I softly hit my head against the wall. "Shit."

"And if she still out here when we about to leave, give her the cold shoulder. Act unphased if she tries to talk to you. I know it's hard, but this is the only way man. "

"How long should I be doing this shit?" I asked him.

"A month."

"A what? Hell no."

"You have to do it long enough where she feels your absence. A week ain't gon cut it."

"Two and a half that's it."

"A month bro. A month."

"A month?" I whined. "Ahhhhhh why man?" I rubbed my forehead like I had a headache.

"Oh shit here they come." Vic saw B and K walking toward the door. B was holding K's hand.

"Remember act cool." Vic warned me.

They opened the door.

"You heard what Josh Norman said?" Vic tried to fake conversation. "Talking about its gon be a long season for you."

"Dudes a clown. Ain't nobody worried about his weak ass." I tried to act like I ain't see K, wiping the tears from her eyes. I looked toward the wall.

"So O, I know you're a good Christian man. And a good Christian man, at least listens to what their future wife, who doesn't want to lose your NFL checks has to say. So at least listen to her." Brandon said.

I looked at Vic. He gave me the man up face.

"Ain't nothing to talk about. Come on Vic." Me and Vic was about to walk out.

"Oh no." Brandon held me back. "You might be angry. Which is justified. She was wrong. But don't act like she wasn't there when you was not only disabled, I know about your little disability." Brandon eyed me. "And when your ass was crippled. The least you can give her is two seconds to listen."

I looked at Vic. Vic gave me the no man face.

I sighed. "Fine."

Vic rolled his eyes.

"Vic give us a moment." I told him, assuring him I would be strong.

Brandon and Vic went back into the restaurant, leaving us alone.

"Baby I was 100 percent wrong. I'm done making excuses just please take me back. Please." She held my shirt with both her hands, looking me dead in the eyes, as tears filled hers.

"I already gave you too many chances."

"Give me one more baby I promise I won't mess it up." She held my face.

I rolled my eyes so hard internally.

"No Kenya."

"We can get married today or I will have the baby now. Just Odell I need you." She broke down.

"I don't want to be with somebody who I got to force to marry me or have my child. I want a woman that's willing to do it. I shouldn't have to beg the woman who says she belongs to me. I'm done Kenya. I'm done." I peeled her off of me and left her in the lobby of the restaurant.

I went in the bathroom. And just put both my hands on the side of the sink looking down.

I felt myself literally shaking and turning red. This shit was putting my body through more stress than actually being on a damn football field.
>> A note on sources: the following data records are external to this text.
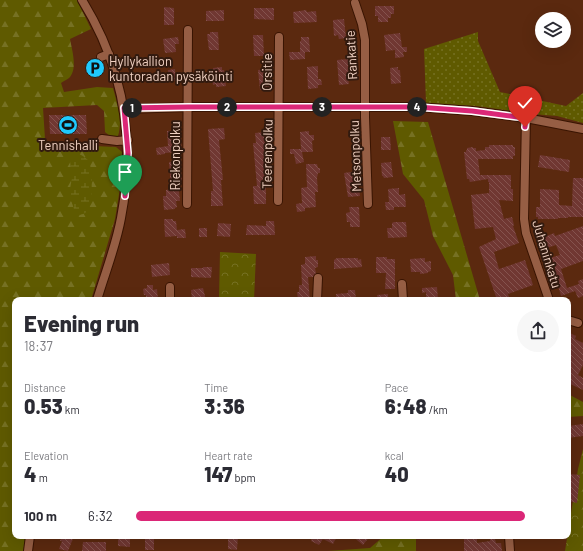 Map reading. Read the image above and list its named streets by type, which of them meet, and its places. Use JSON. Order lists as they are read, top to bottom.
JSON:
{
  "streets": {
    "street": [
      "Rankatie",
      "Orsitie",
      "Teerenpolku",
      "Riekonpolku",
      "Metsonpolku",
      "Juhaninkatu"
    ]
  },
  "crossings": [
    ["Rankatie", "Metsonpolku"],
    ["Orsitie", "Teerenpolku"]
  ],
  "places": {
    "parking": ["Hyllykallion kuntoradan pysäköinti"],
    "sports": ["Tennishalli"]
  },
  "page": {
    "pins": [
      "2",
      "3",
      "4",
      "1"
    ],
    "heading": ["Evening run", "18:37"],
    "stats": [
      ["Distance", "0.53 km"],
      ["Time", "3:36"],
      ["Pace", "6:48 /km"],
      ["Elevation", "4 m"],
      ["Heart rate", "147 bpm"],
      ["kcal", "40"]
    ],
    "list": [
      {
        "name": "100 m",
        "note": "6:32"
      }
    ]
  }
} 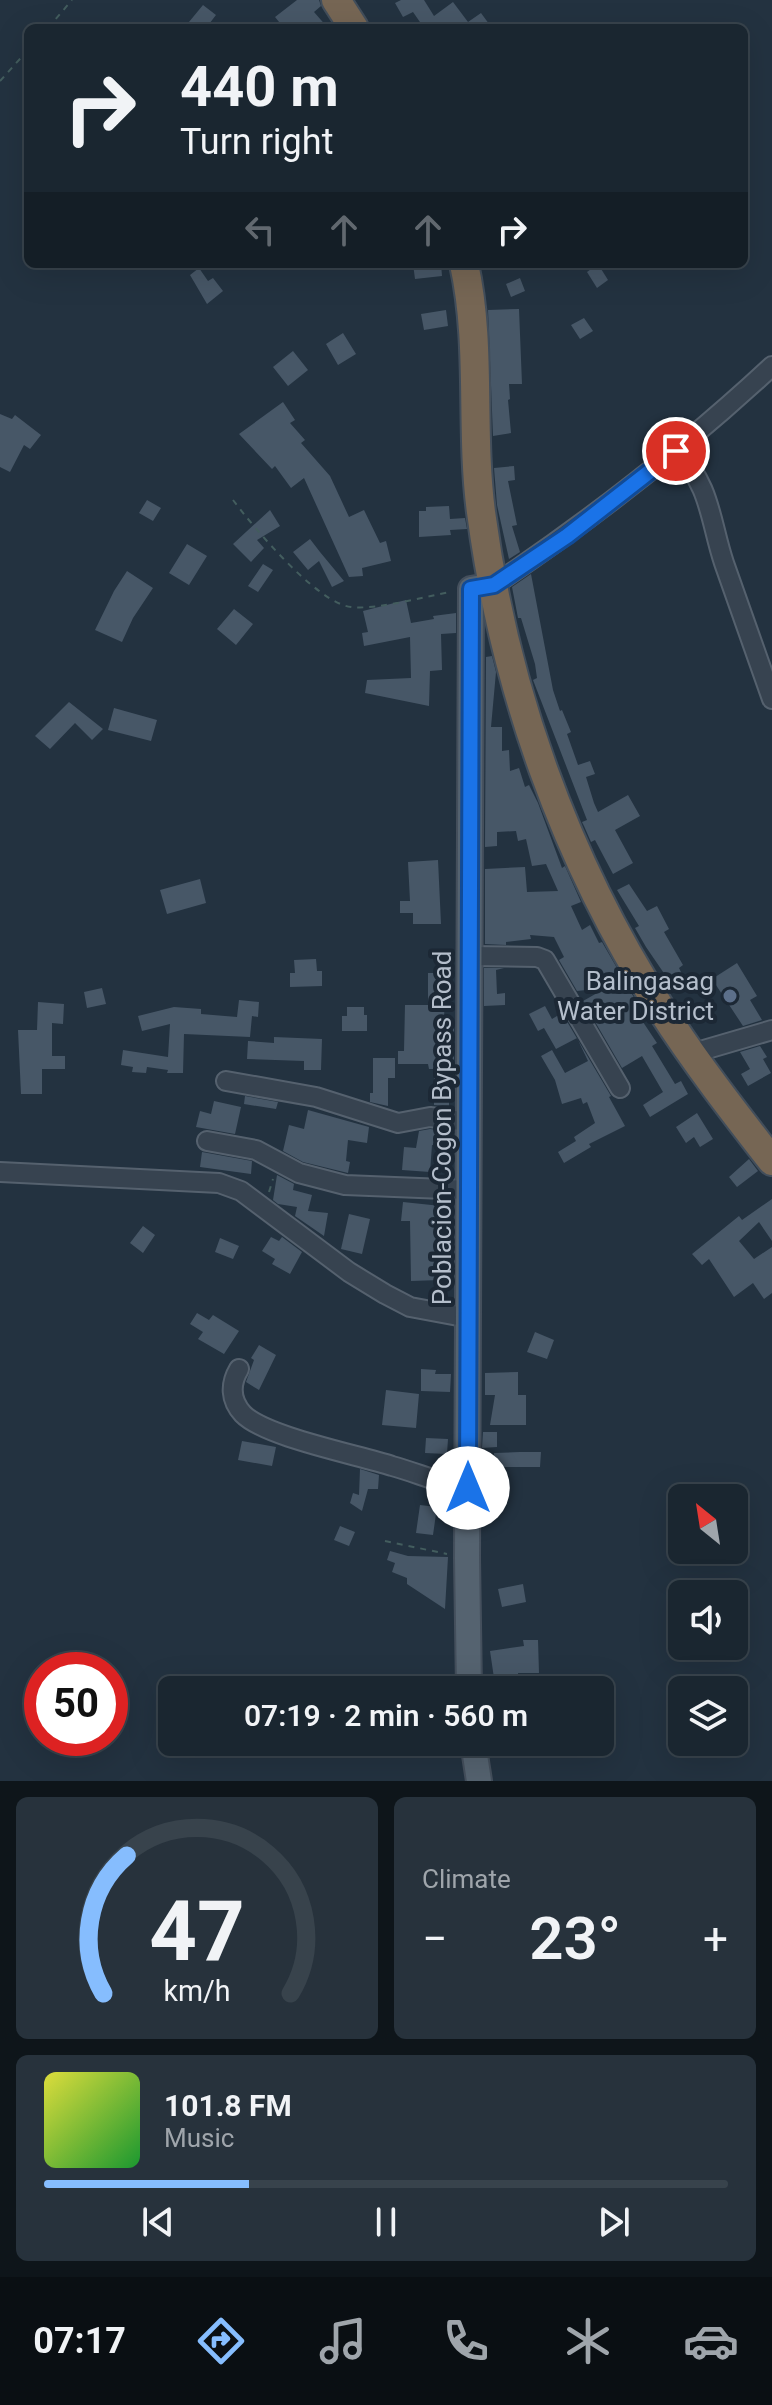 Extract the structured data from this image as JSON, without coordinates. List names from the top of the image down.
{
  "streets": {
    "main road": ["Poblacion-Cogon Bypass Road"]
  },
  "places": ["Balingasag Water District"],
  "north": "top left",
  "page": {
    "turn": ["440 m", "Turn right"],
    "limit": "50",
    "trip": "07:19 · 2 min · 560 m",
    "tile": "Climate",
    "heat": ["−", "23°", "+"],
    "song": ["101.8 FM", "Music"],
    "tabs": "07:17",
    "gauge": ["47", "km/h"]
  }
} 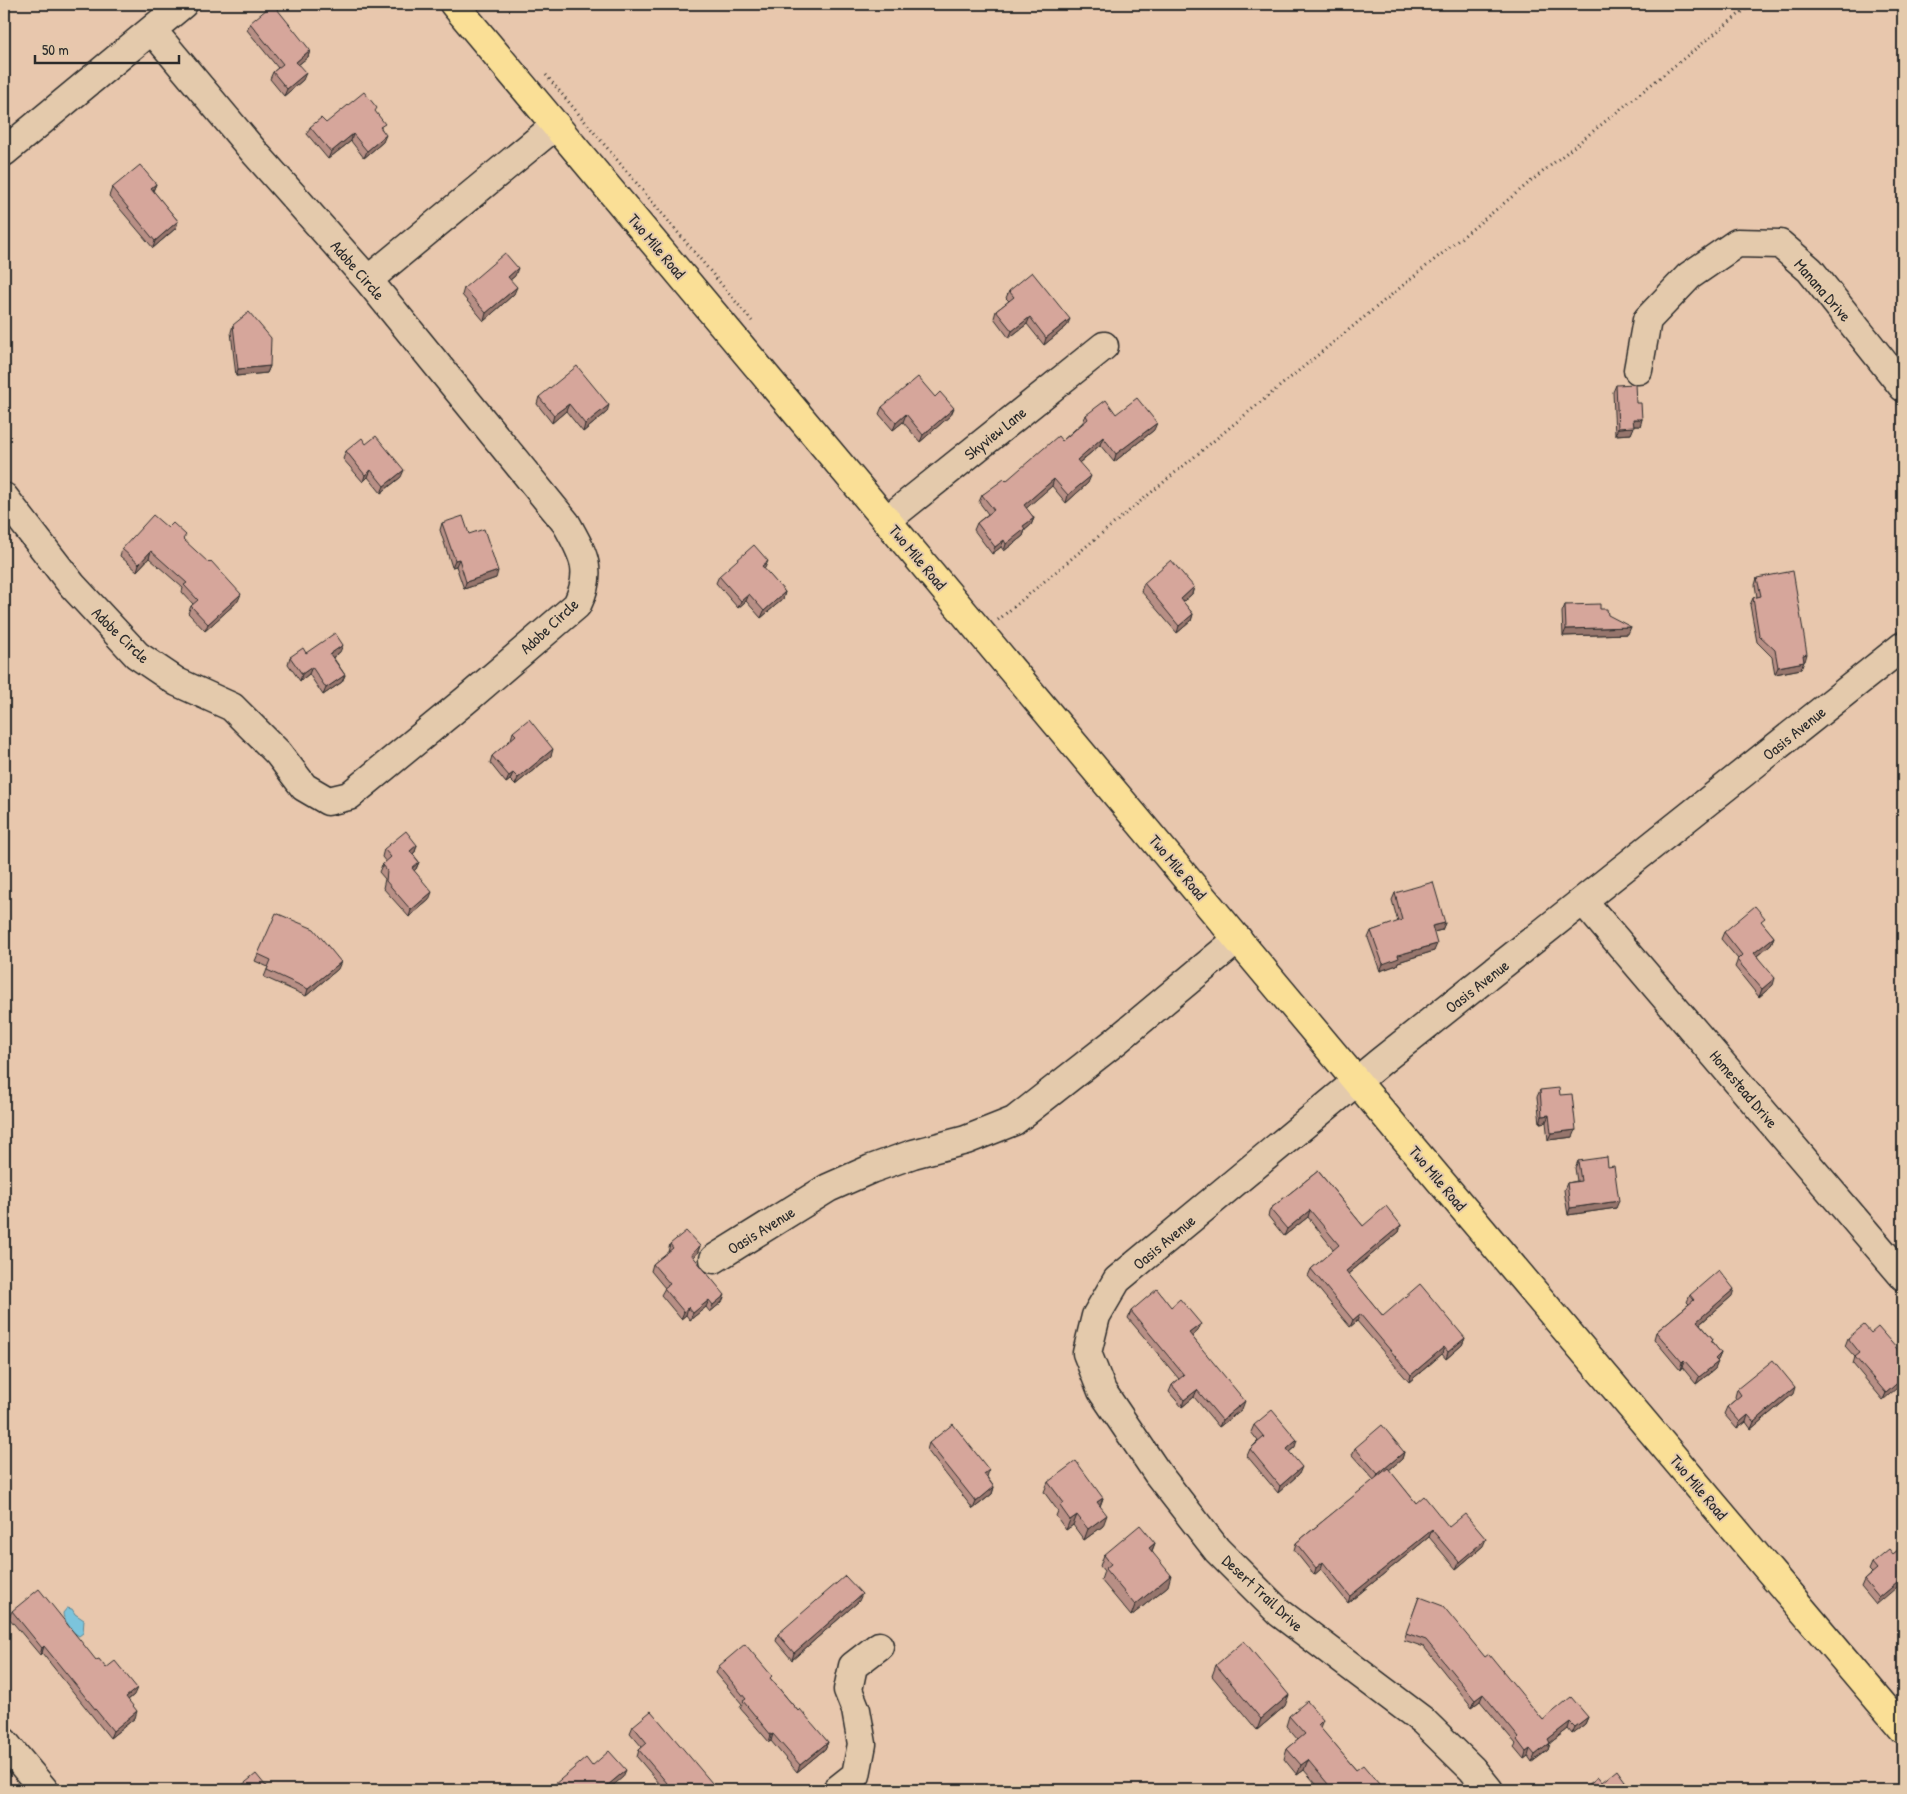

I put some cool water on my face and looked in the mirror. Everything in me told me to go back.

Told me to tell her how I can't even do five minutes without her. And that I understand she's busy. And that I'm still willing to wait until she's ready. And that I just want her to be my 1 again, and just make this shit up to
Me by riding me like she never rode me before back at the hotel and remind me, my name is on her 🙈 for a reason.
That if she loves me, to show me.

But Vic, despite his trifleness was right. She'll never learn.

And like they say if you want different results, you can't do the same thing. We've never broken up. So maybe just maybe with this break and me taking a different approach, I'll get different results.

Pray hard for me y'all that it's the results I want.